Screening with low-dose CT (LDCT) leads to reduced lung cancer mortality among high-risk individuals.1,2 The US Preventive Services Task Force (USPSTF) first recommended lung cancer screening (LCS) in 2013 and recently expanded eligibility criteria in 2021.3,4 However, nationwide utilization of LDCT remains low, occurring in less than one-fifth of qualifying individuals.5-8 Compounding low screening rates, recent data suggest that health systems may have inadequate information to even determine screening eligibility for many patients.9

A key “upstream” and understudied aspect of LCS implementation is documentation of lung cancer risk factors within the electronic health record (EHR) to determine eligibility. Complete risk factor documentation can be defined as documenting smoking status, pack-years, and years since quit (when applicable). A seminal study revealed low and variable rates of complete risk factor documentation (44%-66%) across 4 integrated health systems.9 Risk factor documentation is often recorded in structured fields within the EHR. Unlike other recommended cancer screening, LCS requires detailed information on a behavioral risk factor. Although documenting smoking status (ie, ever/never) is straightforward and motivated by CMS EHR Incentive Programs, ascertaining the severity and duration of tobacco exposure is more challenging because health care teams must seek this information from patients and patients must know their exposure history.10 Without sufficient risk factor information, health systems are not able to identify eligible individuals for LCS. It is not known whether specific patient-, provider-, or system-level factors are associated with risk factor documentation. Better understanding of these factors can help direct health system efforts to improve risk factor documentation to identify those eligible for LCS.

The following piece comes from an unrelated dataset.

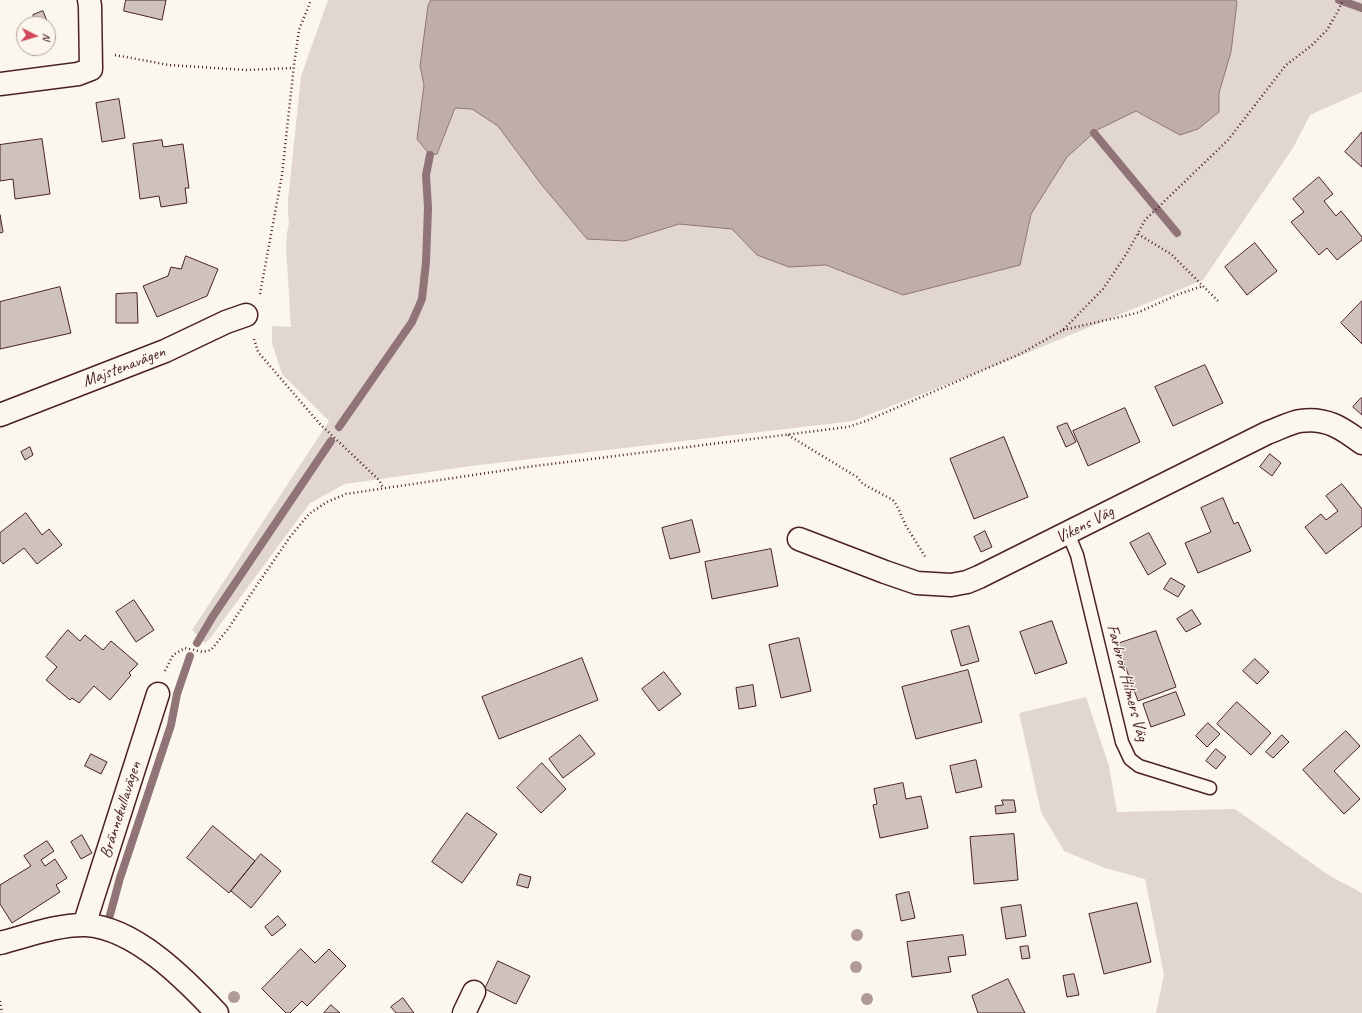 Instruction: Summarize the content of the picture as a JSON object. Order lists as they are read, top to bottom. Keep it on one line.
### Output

The primary objective of our study is to identify factors associated with documentation of lung cancer risk factors. We used established conceptual models for LCS to prespecify factors that could affect lung cancer risk factor documentation.11-13 Additionally, we gathered input from our multidisciplinary team—consisting of a primary care physician, a pulmonologist, thoracic surgeons, population health administrators and leaders, and health services researchers—to develop an adapted conceptual model for patient-level, provider-level, and system-level factors that we hypothesized could affect lung cancer risk factor documentation (eAppendix Figure [eAppendix available at ajmc.com]).

A secondary goal of our study is to characterize the extent to which documentation of lung cancer risk factors varies among clinics in an academic health system. LCS risk factor documentation requires manually entered data in structured fields in the EHR without system prompts. Understanding clinic-level variability can help to inform the health system of uptake of standard processes for documentation and to identify high-performing clinics to glean best practices.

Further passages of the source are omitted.